Have you been outdoors recently? Was it during daylight hours? Probably not, right? And even if you were outside, it was probably a gray day and you were all bundled up in a million layers.
Not a ray of sunshine has made it onto your bare skin in months, I’m guessing. And that is a perfect way to get a great big case of vitamin D deficiency.
Vitamin D is kind of a crazy vitamin. We humans don’t need to absorb it by eating it in our food because we manufacture it in our skin when it is exposed to sunlight. (What are we? Some kind of plants?) If you want the technical specifics, vitamin D is synthesized from 7-dehydrocholesterol in the stratum basale and stratum spinosum layers of the skin when they are exposed to UVB light at wavelengths between 270 and 300 nm.

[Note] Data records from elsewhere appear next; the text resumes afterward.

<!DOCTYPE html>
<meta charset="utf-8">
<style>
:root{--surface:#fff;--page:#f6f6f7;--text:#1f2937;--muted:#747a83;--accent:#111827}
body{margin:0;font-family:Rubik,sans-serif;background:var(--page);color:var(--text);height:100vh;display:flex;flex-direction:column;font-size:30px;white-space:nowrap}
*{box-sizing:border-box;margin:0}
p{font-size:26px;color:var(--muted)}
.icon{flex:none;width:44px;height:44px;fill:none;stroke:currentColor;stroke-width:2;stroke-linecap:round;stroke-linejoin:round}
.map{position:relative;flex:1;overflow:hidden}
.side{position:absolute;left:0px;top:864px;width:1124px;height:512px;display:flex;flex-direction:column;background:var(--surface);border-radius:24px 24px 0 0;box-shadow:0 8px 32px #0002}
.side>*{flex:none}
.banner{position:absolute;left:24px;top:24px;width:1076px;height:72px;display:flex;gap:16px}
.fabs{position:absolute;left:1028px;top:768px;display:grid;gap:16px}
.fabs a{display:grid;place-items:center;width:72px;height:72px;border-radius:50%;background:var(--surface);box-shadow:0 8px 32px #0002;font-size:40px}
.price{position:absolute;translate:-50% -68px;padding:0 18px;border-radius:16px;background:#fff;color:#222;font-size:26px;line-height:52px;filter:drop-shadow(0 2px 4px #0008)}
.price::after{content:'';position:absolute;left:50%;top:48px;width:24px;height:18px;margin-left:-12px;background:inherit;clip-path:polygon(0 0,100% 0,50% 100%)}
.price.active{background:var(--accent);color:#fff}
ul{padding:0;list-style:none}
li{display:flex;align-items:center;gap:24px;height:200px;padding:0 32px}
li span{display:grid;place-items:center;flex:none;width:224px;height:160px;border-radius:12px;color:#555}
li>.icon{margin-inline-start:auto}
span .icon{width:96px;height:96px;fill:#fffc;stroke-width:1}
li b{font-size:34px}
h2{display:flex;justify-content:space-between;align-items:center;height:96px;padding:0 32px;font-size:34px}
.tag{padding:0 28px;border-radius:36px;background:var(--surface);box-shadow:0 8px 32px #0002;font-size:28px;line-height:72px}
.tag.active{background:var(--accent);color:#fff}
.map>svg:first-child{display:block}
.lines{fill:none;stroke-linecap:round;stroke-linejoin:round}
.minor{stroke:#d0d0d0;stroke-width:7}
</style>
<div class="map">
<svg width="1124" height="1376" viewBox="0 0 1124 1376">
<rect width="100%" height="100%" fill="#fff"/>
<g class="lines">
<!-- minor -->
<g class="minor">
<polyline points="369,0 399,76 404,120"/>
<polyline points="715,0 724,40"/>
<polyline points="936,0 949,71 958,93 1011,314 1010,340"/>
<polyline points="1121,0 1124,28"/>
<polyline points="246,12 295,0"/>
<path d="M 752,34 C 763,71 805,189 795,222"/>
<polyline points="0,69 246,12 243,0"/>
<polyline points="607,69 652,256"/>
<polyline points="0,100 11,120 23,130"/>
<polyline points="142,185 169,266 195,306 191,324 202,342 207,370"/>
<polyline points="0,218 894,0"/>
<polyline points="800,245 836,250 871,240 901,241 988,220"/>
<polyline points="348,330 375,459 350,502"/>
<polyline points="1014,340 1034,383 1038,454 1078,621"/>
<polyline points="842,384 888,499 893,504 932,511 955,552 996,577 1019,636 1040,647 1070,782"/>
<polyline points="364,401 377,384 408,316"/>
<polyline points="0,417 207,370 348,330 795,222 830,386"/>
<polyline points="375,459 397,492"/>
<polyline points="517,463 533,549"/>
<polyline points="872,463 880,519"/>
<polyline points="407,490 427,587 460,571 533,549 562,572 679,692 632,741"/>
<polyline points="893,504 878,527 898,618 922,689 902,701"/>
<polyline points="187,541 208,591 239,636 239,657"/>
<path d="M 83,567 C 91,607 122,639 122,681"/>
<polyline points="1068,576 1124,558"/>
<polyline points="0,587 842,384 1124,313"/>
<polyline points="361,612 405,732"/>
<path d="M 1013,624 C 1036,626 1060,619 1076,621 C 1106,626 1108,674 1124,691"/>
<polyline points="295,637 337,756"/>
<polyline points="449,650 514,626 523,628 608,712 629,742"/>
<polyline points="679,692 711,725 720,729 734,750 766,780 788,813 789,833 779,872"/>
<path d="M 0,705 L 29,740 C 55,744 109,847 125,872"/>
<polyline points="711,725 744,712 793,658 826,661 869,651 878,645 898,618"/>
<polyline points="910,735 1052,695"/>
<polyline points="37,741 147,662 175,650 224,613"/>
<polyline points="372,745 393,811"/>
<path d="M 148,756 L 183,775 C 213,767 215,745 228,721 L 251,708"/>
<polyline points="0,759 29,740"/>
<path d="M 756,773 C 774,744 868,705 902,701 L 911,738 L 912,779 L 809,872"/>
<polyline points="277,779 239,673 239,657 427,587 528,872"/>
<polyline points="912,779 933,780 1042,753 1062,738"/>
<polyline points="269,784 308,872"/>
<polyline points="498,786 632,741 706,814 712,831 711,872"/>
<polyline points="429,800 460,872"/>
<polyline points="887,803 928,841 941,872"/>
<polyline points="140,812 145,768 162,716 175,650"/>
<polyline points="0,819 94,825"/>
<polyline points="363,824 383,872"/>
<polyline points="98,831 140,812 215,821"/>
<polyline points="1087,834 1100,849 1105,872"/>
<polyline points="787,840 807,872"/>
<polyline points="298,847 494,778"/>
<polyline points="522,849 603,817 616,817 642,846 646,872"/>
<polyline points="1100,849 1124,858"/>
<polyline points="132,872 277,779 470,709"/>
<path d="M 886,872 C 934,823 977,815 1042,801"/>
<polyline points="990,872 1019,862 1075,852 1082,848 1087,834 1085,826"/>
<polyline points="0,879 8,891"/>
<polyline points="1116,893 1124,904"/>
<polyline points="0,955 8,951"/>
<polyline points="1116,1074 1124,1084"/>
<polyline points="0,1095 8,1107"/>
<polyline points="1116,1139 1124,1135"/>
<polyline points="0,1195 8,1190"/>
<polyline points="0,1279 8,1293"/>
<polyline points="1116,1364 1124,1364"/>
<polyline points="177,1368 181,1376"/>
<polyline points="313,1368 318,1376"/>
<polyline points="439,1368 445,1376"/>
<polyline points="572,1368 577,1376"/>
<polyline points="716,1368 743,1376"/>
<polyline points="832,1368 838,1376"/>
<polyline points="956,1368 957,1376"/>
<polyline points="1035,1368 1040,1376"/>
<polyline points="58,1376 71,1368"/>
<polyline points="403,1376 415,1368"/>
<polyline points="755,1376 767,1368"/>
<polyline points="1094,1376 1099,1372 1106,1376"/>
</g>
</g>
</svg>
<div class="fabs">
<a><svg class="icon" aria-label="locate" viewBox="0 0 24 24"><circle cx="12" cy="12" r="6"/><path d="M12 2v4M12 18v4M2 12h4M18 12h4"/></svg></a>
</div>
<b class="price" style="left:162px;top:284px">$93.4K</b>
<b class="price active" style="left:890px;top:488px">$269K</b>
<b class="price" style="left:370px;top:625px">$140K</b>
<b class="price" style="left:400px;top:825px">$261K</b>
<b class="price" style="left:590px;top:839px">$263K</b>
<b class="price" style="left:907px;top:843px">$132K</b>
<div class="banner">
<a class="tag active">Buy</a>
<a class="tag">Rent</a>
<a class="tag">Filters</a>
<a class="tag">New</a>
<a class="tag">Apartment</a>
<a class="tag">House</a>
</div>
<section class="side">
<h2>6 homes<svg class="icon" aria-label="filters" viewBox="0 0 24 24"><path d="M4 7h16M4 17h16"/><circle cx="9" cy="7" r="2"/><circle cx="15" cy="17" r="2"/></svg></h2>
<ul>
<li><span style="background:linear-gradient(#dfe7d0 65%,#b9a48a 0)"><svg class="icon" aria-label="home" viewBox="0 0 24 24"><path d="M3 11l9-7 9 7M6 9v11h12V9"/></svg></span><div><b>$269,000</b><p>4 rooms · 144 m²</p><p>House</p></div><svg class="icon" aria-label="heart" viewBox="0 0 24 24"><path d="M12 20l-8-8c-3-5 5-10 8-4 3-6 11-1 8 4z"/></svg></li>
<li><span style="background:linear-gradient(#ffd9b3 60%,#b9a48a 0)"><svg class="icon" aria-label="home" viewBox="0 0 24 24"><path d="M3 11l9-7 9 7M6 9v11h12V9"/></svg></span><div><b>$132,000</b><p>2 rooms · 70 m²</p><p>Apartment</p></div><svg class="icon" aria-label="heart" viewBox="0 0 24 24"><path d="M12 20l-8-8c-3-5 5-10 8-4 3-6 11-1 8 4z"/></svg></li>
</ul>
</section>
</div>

You don’t have to be a scientist to figure out that 300nm of UVB light is a scarce commodity here in New York state in February. People, I’m here to tell you that our internal stores of sunshiny vitamin D are running low. And do you know what happens when vitamin D runs low?
Seasonal affective disorder. That’s right. The winter blues.
I got my first real bad case of the winter blues when I was still living in New York City. It was a winter like this one, without much snow. (Did you know that snow-free winters increase vitamin D deficiency? Snow is excellent at reflecting UVB light onto our skin). The dark, gray days mirrored my dark, gray mood and I went online to see if there was anything I could do about it.
What I got for my trouble was a lot of articles and advertising about how I needed to spend hundreds of dollars on a full-spectrum light box that I was supposed to sit in front of for hours a day. I couldn’t afford to buy one at the time, so I just slogged through the winter, dreaming about long vacations in the Florida Keys.
Why didn’t anyone tell me about vitamin D? Duh!
Flash forward a few years and routine bloodwork showed that my vitamin D level was way too low. I started supplementing that winter and saw that I didn’t need an expensive light box–I just needed a $10 bottle of D drops. I didn’t experience a scrap of the “inevitable” winter depression that year and I haven’t any year since.
So this is what stays out on the counter in our house from December to March:
It’s a lot cheaper than a light box, or a month-long trip to Florida, that’s for sure!